[[ PROVIDED INFORMATION open ]]
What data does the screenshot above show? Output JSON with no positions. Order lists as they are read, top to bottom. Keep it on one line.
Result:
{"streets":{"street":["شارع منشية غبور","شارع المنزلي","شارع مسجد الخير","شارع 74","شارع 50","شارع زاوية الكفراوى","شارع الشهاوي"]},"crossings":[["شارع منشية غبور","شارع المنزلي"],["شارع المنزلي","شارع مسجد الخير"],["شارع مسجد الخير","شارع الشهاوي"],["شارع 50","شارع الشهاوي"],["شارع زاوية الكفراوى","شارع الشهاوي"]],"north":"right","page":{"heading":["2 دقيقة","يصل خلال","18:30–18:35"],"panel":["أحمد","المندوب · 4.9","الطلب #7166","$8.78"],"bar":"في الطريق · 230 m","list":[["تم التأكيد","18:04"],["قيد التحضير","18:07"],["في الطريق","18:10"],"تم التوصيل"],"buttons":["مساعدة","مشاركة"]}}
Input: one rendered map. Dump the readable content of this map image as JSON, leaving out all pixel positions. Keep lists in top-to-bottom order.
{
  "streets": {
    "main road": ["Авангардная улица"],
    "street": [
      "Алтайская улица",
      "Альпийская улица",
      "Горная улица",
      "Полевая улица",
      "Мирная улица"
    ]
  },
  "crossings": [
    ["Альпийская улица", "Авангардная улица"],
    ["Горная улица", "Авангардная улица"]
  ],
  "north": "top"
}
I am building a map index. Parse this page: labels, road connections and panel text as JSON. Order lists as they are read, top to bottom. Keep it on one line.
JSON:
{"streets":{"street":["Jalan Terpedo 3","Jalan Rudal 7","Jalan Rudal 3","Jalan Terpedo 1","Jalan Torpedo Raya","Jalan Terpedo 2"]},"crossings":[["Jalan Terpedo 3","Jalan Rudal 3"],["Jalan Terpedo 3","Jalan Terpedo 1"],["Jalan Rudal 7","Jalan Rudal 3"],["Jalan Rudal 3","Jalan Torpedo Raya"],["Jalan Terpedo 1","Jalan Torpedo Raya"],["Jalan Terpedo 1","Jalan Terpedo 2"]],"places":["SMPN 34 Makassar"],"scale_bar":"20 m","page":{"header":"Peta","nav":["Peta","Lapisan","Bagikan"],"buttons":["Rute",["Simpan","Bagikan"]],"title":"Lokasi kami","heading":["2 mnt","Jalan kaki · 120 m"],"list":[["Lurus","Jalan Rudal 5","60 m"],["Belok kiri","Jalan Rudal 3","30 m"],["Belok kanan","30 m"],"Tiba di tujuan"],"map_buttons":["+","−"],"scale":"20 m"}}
[[ PROVIDED INFORMATION closed ]]
WHAT IS BEING ASKED:
Your task is to reproduce the records in full, without any alteration.

RESPONSE BOX:
What data does the screenshot above show? Output JSON with no positions. Order lists as they are read, top to bottom. Keep it on one line.
Result:
{"streets":{"street":["شارع منشية غبور","شارع المنزلي","شارع مسجد الخير","شارع 74","شارع 50","شارع زاوية الكفراوى","شارع الشهاوي"]},"crossings":[["شارع منشية غبور","شارع المنزلي"],["شارع المنزلي","شارع مسجد الخير"],["شارع مسجد الخير","شارع الشهاوي"],["شارع 50","شارع الشهاوي"],["شارع زاوية الكفراوى","شارع الشهاوي"]],"north":"right","page":{"heading":["2 دقيقة","يصل خلال","18:30–18:35"],"panel":["أحمد","المندوب · 4.9","الطلب #7166","$8.78"],"bar":"في الطريق · 230 m","list":[["تم التأكيد","18:04"],["قيد التحضير","18:07"],["في الطريق","18:10"],"تم التوصيل"],"buttons":["مساعدة","مشاركة"]}}
Input: one rendered map. Dump the readable content of this map image as JSON, leaving out all pixel positions. Keep lists in top-to-bottom order.
{
  "streets": {
    "main road": ["Авангардная улица"],
    "street": [
      "Алтайская улица",
      "Альпийская улица",
      "Горная улица",
      "Полевая улица",
      "Мирная улица"
    ]
  },
  "crossings": [
    ["Альпийская улица", "Авангардная улица"],
    ["Горная улица", "Авангардная улица"]
  ],
  "north": "top"
}
I am building a map index. Parse this page: labels, road connections and panel text as JSON. Order lists as they are read, top to bottom. Keep it on one line.
JSON:
{"streets":{"street":["Jalan Terpedo 3","Jalan Rudal 7","Jalan Rudal 3","Jalan Terpedo 1","Jalan Torpedo Raya","Jalan Terpedo 2"]},"crossings":[["Jalan Terpedo 3","Jalan Rudal 3"],["Jalan Terpedo 3","Jalan Terpedo 1"],["Jalan Rudal 7","Jalan Rudal 3"],["Jalan Rudal 3","Jalan Torpedo Raya"],["Jalan Terpedo 1","Jalan Torpedo Raya"],["Jalan Terpedo 1","Jalan Terpedo 2"]],"places":["SMPN 34 Makassar"],"scale_bar":"20 m","page":{"header":"Peta","nav":["Peta","Lapisan","Bagikan"],"buttons":["Rute",["Simpan","Bagikan"]],"title":"Lokasi kami","heading":["2 mnt","Jalan kaki · 120 m"],"list":[["Lurus","Jalan Rudal 5","60 m"],["Belok kiri","Jalan Rudal 3","30 m"],["Belok kanan","30 m"],"Tiba di tujuan"],"map_buttons":["+","−"],"scale":"20 m"}}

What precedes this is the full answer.